# Sending Email reminders from excel to outlook using VBA



## Andy9847 (Nov 7, 2016)

Hi all,

I am looking for help on VB script to send automated emails based on the dated column in excel sheet..
I need to send reminders to the email addresses in Column J & K to remind them that the vehicle registration in Column B is due an MOT on the date in Column M, also to send a reminder that the Tax is due on the date in Column P. these emails need to be sent 14 days before the due dates.
I also require Column N & Q to generate at date and time when the reminder was sent.
I would much appreciate any help with this as I am completely new to VB script, I have attached the file to aid in any help


----------



## DataBase (Jan 15, 2004)

Hi,

I can help with this, iv done tons of these one here, MOT and Tax ones too. One bit of advice, remove this file and upload one with dummy data, this has registration details and email addresses which I wouldn't recommend making available to the world.

I have your file, I will work on it tomorrow but please remove the file.


----------



## Andy9847 (Nov 7, 2016)

DataBase said:


> Hi,
> 
> I can help with this, iv done tons of these one here, MOT and Tax ones too. One bit of advice, remove this file and upload one with dummy data, this has registration details and email addresses which I wouldn't recommend making available to the world.
> 
> I have your file, I will work on it tomorrow but please remove the file.





DataBase said:


> Hi,
> 
> I can help with this, iv done tons of these one here, MOT and Tax ones too. One bit of advice, remove this file and upload one with dummy data, this has registration details and email addresses which I wouldn't recommend making available to the world.
> 
> I have your file, I will work on it tomorrow but please remove the file.


thank you its much appreciated, I will also do as you have suggested and remove the file


----------



## Andy9847 (Nov 7, 2016)

Hi,

As you suggested I have added a dummy program, thank you for the advise.

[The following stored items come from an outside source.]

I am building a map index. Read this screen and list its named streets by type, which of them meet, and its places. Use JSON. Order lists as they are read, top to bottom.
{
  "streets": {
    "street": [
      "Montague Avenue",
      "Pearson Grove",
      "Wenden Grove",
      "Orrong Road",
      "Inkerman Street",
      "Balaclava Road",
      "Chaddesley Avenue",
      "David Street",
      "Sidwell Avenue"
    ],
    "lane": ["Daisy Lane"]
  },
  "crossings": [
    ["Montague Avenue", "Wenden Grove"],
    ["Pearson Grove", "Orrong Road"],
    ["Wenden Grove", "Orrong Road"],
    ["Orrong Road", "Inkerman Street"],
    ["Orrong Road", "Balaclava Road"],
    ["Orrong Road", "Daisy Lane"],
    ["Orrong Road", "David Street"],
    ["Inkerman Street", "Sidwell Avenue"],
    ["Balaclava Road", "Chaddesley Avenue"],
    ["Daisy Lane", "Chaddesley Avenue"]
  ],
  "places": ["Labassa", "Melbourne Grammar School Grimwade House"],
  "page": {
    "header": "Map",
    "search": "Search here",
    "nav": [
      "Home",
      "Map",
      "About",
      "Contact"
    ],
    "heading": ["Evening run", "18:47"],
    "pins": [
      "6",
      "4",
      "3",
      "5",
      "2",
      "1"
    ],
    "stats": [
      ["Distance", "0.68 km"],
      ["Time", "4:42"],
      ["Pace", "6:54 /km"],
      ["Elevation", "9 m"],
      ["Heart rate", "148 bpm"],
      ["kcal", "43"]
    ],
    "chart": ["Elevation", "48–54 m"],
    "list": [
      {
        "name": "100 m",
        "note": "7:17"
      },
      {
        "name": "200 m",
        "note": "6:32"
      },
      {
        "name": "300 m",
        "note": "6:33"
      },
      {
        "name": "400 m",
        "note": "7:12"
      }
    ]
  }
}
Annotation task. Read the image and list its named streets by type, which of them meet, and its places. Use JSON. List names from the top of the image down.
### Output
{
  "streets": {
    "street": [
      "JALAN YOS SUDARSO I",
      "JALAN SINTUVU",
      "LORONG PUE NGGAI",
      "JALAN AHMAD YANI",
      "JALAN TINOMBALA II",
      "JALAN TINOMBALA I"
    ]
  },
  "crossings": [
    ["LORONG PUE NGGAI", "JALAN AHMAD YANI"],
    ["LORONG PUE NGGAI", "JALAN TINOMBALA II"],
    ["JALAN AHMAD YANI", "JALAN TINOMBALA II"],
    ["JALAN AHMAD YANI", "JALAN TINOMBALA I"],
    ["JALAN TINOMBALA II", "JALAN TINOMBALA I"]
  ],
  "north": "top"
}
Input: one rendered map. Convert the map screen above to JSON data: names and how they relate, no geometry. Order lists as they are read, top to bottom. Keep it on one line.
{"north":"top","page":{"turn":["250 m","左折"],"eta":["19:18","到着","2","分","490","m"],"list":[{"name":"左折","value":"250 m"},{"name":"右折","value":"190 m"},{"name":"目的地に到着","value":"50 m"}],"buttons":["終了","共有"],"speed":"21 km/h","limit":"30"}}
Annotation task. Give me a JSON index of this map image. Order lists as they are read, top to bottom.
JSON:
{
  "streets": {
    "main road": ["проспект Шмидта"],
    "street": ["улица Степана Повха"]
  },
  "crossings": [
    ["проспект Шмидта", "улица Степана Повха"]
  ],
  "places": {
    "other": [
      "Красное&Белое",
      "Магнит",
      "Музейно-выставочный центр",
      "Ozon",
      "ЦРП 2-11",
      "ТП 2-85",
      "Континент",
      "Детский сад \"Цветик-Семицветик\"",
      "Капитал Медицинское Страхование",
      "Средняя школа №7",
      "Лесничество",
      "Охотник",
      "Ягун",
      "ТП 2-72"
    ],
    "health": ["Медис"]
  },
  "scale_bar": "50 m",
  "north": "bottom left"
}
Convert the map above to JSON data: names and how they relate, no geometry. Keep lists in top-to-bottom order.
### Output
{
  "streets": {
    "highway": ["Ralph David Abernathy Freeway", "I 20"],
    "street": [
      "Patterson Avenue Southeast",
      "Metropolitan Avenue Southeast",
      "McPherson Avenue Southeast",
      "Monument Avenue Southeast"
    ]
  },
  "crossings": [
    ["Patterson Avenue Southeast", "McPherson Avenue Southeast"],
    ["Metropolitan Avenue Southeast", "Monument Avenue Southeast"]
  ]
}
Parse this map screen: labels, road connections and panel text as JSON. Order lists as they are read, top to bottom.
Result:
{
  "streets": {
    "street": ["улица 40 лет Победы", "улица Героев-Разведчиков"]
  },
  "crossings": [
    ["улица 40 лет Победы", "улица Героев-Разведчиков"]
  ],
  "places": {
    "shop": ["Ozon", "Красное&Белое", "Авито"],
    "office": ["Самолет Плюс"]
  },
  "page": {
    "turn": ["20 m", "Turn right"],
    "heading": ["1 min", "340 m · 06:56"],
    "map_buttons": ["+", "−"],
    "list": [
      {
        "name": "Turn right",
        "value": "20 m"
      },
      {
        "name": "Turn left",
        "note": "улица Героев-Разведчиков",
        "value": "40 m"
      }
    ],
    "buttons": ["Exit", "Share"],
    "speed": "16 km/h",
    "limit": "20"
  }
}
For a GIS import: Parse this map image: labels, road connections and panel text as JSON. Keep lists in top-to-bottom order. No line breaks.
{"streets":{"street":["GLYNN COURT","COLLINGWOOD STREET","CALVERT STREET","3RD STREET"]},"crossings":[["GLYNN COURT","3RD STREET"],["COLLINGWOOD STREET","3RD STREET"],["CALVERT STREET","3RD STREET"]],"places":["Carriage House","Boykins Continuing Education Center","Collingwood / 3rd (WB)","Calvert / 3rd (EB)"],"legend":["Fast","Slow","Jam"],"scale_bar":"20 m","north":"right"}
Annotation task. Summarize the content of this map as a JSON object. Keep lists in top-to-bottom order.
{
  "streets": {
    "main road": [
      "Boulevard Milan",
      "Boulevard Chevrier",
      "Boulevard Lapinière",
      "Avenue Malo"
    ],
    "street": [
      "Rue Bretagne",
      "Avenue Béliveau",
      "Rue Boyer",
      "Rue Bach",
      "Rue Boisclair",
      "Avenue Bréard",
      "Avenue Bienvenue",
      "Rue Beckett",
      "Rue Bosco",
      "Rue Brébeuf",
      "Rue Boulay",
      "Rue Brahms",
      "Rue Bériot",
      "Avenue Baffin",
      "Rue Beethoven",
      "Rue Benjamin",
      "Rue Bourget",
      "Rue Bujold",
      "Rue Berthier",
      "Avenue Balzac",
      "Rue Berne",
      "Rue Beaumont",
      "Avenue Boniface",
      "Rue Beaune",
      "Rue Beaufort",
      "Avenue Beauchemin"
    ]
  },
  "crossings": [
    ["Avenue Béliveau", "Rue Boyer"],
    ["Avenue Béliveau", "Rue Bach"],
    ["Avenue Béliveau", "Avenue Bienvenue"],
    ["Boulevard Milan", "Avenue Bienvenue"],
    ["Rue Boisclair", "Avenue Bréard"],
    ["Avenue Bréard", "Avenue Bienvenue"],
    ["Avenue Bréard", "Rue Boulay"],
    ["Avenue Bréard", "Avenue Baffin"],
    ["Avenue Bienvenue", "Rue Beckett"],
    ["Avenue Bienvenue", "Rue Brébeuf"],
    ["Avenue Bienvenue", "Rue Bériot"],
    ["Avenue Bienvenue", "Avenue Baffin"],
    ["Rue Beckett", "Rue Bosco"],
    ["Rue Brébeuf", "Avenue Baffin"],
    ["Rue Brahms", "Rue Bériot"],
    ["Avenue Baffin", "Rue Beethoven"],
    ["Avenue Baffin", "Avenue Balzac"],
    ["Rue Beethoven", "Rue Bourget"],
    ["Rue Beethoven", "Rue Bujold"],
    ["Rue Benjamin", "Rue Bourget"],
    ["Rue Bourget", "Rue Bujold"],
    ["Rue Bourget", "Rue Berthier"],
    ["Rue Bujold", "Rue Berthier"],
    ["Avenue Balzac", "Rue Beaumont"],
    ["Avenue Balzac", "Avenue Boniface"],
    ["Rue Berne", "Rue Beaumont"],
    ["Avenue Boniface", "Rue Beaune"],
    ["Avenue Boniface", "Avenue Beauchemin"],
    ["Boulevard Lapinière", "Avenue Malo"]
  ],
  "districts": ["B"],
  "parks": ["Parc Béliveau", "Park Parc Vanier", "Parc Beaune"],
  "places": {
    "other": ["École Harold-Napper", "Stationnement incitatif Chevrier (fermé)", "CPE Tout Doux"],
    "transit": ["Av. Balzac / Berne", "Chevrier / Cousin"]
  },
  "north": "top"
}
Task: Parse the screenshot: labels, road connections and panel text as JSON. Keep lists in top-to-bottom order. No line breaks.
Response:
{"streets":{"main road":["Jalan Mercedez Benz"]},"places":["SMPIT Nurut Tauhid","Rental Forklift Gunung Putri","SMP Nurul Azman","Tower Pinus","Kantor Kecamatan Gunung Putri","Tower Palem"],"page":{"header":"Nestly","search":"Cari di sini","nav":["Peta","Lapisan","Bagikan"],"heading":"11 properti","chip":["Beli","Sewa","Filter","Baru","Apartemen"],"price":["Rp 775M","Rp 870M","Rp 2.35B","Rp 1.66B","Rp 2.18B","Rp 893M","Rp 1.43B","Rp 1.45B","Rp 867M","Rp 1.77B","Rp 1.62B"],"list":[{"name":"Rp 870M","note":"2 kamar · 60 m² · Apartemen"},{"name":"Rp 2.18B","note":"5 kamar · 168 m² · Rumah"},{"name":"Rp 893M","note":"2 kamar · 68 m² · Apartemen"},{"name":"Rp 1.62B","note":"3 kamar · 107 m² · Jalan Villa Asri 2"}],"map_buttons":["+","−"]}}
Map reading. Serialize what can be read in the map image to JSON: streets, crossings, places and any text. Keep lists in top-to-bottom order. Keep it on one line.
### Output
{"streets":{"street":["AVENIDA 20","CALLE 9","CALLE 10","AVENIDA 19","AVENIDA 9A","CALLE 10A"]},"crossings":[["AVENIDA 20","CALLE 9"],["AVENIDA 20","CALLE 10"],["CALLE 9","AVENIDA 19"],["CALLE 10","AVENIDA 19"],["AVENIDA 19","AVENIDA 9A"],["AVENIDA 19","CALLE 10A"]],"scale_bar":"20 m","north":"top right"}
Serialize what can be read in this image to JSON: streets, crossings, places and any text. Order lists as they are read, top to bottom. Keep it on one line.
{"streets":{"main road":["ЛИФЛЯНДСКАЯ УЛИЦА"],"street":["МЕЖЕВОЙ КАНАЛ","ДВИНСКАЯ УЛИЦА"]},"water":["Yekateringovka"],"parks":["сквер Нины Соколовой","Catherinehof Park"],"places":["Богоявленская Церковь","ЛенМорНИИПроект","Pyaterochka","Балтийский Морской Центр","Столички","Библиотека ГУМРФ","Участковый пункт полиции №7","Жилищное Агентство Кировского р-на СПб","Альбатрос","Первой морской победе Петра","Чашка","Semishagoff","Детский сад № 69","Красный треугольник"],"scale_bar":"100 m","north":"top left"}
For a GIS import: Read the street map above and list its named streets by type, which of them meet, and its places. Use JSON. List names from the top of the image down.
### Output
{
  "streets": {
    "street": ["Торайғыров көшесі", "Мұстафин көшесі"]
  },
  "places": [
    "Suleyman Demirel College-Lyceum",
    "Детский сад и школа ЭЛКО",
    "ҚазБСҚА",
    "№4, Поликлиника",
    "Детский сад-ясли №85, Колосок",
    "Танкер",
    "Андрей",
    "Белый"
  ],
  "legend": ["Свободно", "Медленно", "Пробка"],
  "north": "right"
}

I would also like to thank you for your help in assisting me in what I am trying to do, its much appreciated.


----------



## DataBase (Jan 15, 2004)

Hi,
Try the attached, when you open the workbook you will need to enable content (MACROS) in order for it to work. It should immediately generate 3 emails.

Notes:
I have removed sensitive data from the workbook and changed dates for testing purposes

Currently the emails that are generated are displayed rather than sent automatically. If you want to auto send then change
.Display to .Send

See how this works and let us know what changes are needed.


----------



## Andy9847 (Nov 7, 2016)

DataBase said:


> Hi,
> Try the attached, when you open the workbook you will need to enable content (MACROS) in order for it to work. It should immediately generate 3 emails.
> 
> Notes:
> ...


Hi DB,
This works great and is much appreciated, would it also be possible to get it to place a date and time the email was sent in column N & Q


----------



## DataBase (Jan 15, 2004)

Here you are.


----------



## Andy9847 (Nov 7, 2016)

DataBase said:


> Here you are.


HI DB, This works great, thank you for your help on this, it has also aided me in my learning of VB scripts.


----------



## DataBase (Jan 15, 2004)

No worries at all, play around with VBA its really good and can help in many scenarios. We are always here if you get stuck or need help/advice.


----------



## Andy9847 (Nov 7, 2016)

DataBase said:


> No worries at all, play around with VBA its really good and can help in many scenarios. We are always here if you get stuck or need help/advice.


Thank you


----------